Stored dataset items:
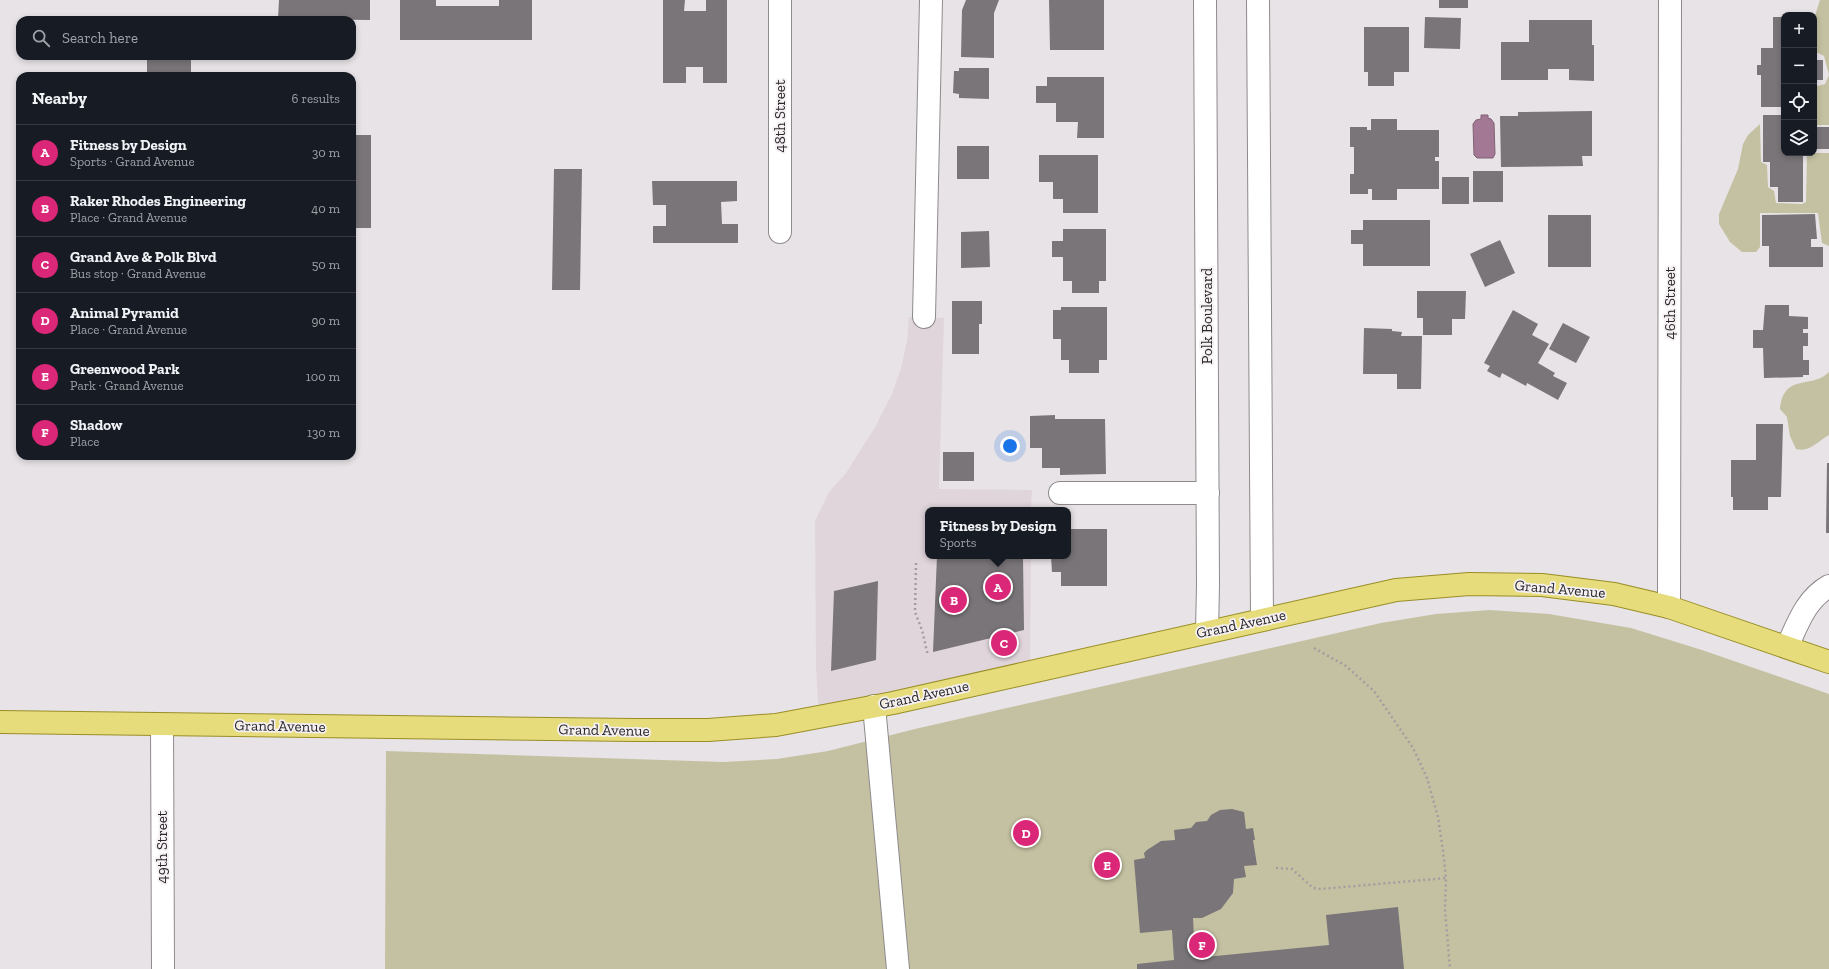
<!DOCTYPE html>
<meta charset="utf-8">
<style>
:root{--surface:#171b24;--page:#20242c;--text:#f1f3f6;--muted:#9ea1a6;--line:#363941;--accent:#db2777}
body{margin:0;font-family:"Zilla Slab",serif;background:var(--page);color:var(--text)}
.controls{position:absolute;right:12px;top:12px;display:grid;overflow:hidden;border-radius:8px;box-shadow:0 2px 6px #0003}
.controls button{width:36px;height:36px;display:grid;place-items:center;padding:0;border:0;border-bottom:1px solid var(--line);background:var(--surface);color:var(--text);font:20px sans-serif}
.you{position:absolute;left:1010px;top:446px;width:14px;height:14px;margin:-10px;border:3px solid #fff;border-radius:50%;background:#1a73e8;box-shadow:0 0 0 6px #1a73e833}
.badge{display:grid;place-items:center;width:26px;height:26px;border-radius:50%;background:var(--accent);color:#fff;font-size:13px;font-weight:700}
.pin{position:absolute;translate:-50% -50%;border:2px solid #fff;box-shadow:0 1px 4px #0006}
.popup{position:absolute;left:925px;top:507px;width:146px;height:52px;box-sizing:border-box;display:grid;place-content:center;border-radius:8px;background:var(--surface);filter:drop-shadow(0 1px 3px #0005);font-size:13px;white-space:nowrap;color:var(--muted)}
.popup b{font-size:15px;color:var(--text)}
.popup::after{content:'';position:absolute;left:50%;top:100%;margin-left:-8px;border:8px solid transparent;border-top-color:var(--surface)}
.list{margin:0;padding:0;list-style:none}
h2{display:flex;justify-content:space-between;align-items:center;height:52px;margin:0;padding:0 16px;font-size:17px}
h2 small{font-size:13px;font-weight:400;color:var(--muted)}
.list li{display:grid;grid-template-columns:26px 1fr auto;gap:12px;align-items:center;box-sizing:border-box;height:56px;padding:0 16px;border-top:1px solid var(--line)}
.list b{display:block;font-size:15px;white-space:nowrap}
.list p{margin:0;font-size:13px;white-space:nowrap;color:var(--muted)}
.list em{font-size:13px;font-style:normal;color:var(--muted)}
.icon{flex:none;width:22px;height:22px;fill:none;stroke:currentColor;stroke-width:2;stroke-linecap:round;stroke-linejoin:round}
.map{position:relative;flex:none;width:1829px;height:969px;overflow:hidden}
.search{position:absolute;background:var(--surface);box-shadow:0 2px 6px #0003;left:16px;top:16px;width:340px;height:44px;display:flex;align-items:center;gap:10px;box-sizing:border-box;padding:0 14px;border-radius:12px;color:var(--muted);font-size:15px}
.panel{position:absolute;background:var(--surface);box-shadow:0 2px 6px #0003;left:16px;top:72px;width:340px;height:388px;border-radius:12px}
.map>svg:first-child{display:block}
.built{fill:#e1d5dc}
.green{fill:#c4c1a2}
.water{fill:#a37894;stroke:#7f6074}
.building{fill:#797578}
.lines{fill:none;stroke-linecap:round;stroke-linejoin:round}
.minor-casing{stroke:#8f8a8d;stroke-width:24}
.major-casing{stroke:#998e26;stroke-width:24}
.path{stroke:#a29ea0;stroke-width:2.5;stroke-dasharray:2 3;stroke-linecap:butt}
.minor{stroke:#fff;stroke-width:22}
.major{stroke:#e6dc7c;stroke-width:22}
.labels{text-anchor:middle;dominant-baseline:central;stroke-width:3.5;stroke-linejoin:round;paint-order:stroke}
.street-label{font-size:15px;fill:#2a2829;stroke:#f5f0f3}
</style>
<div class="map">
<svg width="1829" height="969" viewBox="0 0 1829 969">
<rect width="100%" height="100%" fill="#e8e3e6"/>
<polygon class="built" points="909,317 944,318 939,489 1032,490 1031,510 928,510 928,556 1031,556 1030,672 819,717 816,667 815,521 829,492 846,473 875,427 892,394 901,368 907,341"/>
<g class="green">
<polygon points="1820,0 1829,0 1829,125 1814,125 1814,87 1825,84 1829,75 1824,56 1816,52 1814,50 1814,19"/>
<polygon points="1760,124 1761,162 1767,165 1768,187 1774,191 1776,203 1802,204 1806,202 1807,153 1829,153 1829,246 1822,243 1818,213 1760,213 1760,247 1756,252 1742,252 1730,242 1719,224 1719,214 1738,169 1743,144 1748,135"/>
<path d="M 1829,372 L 1829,435 C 1818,441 1809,453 1796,449 L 1790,436 L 1787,417 L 1780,409 C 1784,372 1811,390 1829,372 Z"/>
<polygon points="1490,610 1549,614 1631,628 1702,650 1829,694 1829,969 385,969 386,751 724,762 777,759 828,751 915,729 1381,623 1436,614"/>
</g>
<polygon class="water" points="1481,115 1488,115 1488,118 1491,119 1494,123 1495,154 1493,158 1477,158 1474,155 1473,124 1476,120 1481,119"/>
<g class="building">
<polygon points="279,0 370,0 370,20 278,19"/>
<polygon points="400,0 436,0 436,6 499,6 499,0 532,0 532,40 400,40"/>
<polygon points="663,0 685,0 684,11 706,11 706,0 727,0 727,83 703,83 703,67 686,67 686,83 663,83"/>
<polygon points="966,0 999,0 994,13 994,58 961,57 962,10"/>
<polygon points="1049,0 1104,0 1104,50 1050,50"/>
<rect x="1439" y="0" width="29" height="8"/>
<polygon points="1425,17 1461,18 1460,49 1424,48"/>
<polygon points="1773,17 1784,17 1784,107 1761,107 1761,75 1757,75 1757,65 1761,65 1761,48 1773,48"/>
<polygon points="1529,20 1592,20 1592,45 1594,45 1594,81 1569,80 1569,69 1548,69 1548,80 1501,80 1501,42 1529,42"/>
<polygon points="1364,27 1409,27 1409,72 1394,72 1394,86 1368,86 1368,72 1364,72"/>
<rect x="147" y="56" width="44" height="20"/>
<rect x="1814" y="60" width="9" height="20"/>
<polygon points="959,68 989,68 989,99 959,98 959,94 953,93 954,71 959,71"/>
<polygon points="1047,77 1104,77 1104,138 1077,138 1078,122 1056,122 1056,103 1036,103 1036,86 1047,86"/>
<polygon points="1592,111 1592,156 1582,156 1583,166 1501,167 1500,116 1518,116 1518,112"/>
<polygon points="1763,115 1784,115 1784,153 1803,153 1803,202 1778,202 1778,187 1770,187 1770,162 1763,162"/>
<polygon points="1371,119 1397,119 1397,130 1439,130 1439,157 1435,157 1435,161 1439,161 1439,189 1397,189 1397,200 1372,200 1372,189 1368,189 1368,194 1350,194 1350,174 1354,174 1354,147 1350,147 1350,127 1367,127 1367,130 1371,130"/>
<rect x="1814" y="127" width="15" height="22"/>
<rect x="352" y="135" width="19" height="93"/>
<rect x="957" y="146" width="32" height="33"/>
<polygon points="1039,155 1098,155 1098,213 1063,213 1063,199 1053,199 1053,182 1039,182"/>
<polygon points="554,169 582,169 580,290 552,290"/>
<rect x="1473" y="171" width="30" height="31"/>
<rect x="1442" y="177" width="27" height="27"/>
<polygon points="652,181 737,181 737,201 721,202 722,224 738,224 738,243 653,243 653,226 666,226 666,205 653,205"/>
<polygon points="1815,214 1817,239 1811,239 1811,247 1823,247 1823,267 1769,267 1769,246 1762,246 1762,215"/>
<rect x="1548" y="215" width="43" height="52"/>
<polygon points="1363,220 1430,220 1430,266 1363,266 1363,244 1351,244 1351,230 1363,230"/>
<polygon points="1063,229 1106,229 1106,281 1099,281 1099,293 1072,293 1072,281 1063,281 1063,257 1052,257 1052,241 1063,241"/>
<polygon points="989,231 990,267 961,268 961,232"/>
<polygon points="1500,240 1515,273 1485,287 1470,254"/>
<polygon points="1417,291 1466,291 1465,319 1452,319 1452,335 1423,335 1423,318 1417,318"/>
<polygon points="952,301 982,301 982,324 979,324 979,354 952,354"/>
<polygon points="1765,305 1789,305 1789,316 1808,317 1808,329 1803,329 1803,333 1808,333 1808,346 1803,346 1803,360 1809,360 1809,375 1803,375 1803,377 1764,378 1763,348 1753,348 1753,330 1763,330"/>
<polygon points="1061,307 1107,307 1107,360 1099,360 1099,373 1069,373 1069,360 1061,360 1061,339 1053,339 1053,310 1061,310"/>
<polygon points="1513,310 1538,324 1532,335 1549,344 1538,363 1555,373 1553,376 1567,383 1558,400 1527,383 1526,386 1502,373 1500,378 1487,371 1490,366 1484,363"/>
<polygon points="1563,323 1590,337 1576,363 1549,349"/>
<polygon points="1364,328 1392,329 1392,331 1402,332 1401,336 1422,336 1421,389 1397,389 1397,374 1363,374"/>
<polygon points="1055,415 1055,419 1105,419 1106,474 1060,475 1060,468 1042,468 1042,448 1030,448 1030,416"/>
<polygon points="1756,424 1783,424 1781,497 1768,497 1768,510 1733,510 1733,497 1731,497 1731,460 1756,460"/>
<rect x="943" y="452" width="31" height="29"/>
<polygon points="1827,463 1829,463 1829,533 1826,533"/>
<polygon points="1068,529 1107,529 1107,586 1061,586 1061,572 1052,572 1051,556 1068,556"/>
<polygon points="937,556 1023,556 1024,630 933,652"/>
<polygon points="878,581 876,660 831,671 834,591"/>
<polygon points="1232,809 1244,812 1246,829 1253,828 1255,840 1253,840 1257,865 1244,866 1246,877 1234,879 1233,893 1221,909 1202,918 1193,918 1195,958 1329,945 1326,915 1398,907 1404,969 1137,969 1137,964 1174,960 1172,930 1140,933 1134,860 1145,858 1144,853 1147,850 1161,841 1175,840 1174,830 1191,828 1196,822 1207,821 1211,815 1220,810"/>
</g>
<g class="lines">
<g class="minor-casing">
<g id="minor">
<polyline points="780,0 780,232"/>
<polyline points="1205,0 1208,585 1207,631"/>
<polyline points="1258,0 1262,619"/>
<polyline points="924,317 931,0"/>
<polyline points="1060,493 1208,493"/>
<polyline points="1669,607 1670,0"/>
<path d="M 1787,647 C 1798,623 1806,599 1829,586"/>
<polyline points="874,706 898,969"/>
<polyline points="162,725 163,969"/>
</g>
</g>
<g class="major-casing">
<polyline id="major" points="0,722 634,730 708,730 776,725 893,703 1396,590 1469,584 1542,585 1614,594 1669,607 1829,662"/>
</g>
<g class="path">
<polyline points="916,563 915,612 922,630 928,656"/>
<polyline points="1314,648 1346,666 1374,691 1413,748 1427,778 1438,817 1443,851 1446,878 1445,910 1450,969"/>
<polyline points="1276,868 1292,869 1313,888 1321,889 1446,878"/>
</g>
<use href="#minor" class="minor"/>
<use href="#major" class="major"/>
</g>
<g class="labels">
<g class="street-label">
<text transform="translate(780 116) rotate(-90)">48th Street</text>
<text transform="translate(1670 303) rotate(-90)">46th Street</text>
<text transform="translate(1207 316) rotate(-90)">Polk Boulevard</text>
<text transform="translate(1560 589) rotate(5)">Grand Avenue</text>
<text transform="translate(1241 624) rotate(-12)">Grand Avenue</text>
<text transform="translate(924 695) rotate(-12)">Grand Avenue</text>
<text transform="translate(280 726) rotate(1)">Grand Avenue</text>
<text transform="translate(604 730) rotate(1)">Grand Avenue</text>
<text transform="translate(162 847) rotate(-90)">49th Street</text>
</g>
</g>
</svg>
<div class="controls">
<button>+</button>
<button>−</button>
<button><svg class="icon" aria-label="locate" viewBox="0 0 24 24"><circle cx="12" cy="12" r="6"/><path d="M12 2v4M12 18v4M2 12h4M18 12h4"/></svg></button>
<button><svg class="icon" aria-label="layers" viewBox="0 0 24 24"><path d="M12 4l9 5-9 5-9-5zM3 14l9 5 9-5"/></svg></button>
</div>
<div class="you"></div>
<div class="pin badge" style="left:998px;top:587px">A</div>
<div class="popup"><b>Fitness by Design</b>Sports</div>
<div class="pin badge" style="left:954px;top:600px">B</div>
<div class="pin badge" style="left:1004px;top:643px">C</div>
<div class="pin badge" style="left:1026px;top:833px">D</div>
<div class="pin badge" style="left:1107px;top:865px">E</div>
<div class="pin badge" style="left:1202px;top:945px">F</div>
<div class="search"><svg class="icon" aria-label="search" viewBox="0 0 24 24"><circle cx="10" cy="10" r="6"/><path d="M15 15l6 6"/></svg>Search here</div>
<section class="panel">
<h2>Nearby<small>6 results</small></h2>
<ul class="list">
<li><span class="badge">A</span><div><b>Fitness by Design</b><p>Sports · Grand Avenue</p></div><em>30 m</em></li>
<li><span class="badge">B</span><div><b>Raker Rhodes Engineering</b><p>Place · Grand Avenue</p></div><em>40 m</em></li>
<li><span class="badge">C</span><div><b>Grand Ave &amp; Polk Blvd</b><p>Bus stop · Grand Avenue</p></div><em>50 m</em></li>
<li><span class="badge">D</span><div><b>Animal Pyramid</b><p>Place · Grand Avenue</p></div><em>90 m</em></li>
<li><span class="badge">E</span><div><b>Greenwood Park</b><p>Park · Grand Avenue</p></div><em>100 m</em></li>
<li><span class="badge">F</span><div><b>Shadow</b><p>Place</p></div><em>130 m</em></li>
</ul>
</section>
</div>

§ Your assignment
Collect every line from the records above that contains the word "lines".

§ Reply
.lines{fill:none;stroke-linecap:round;stroke-linejoin:round}
<g class="lines">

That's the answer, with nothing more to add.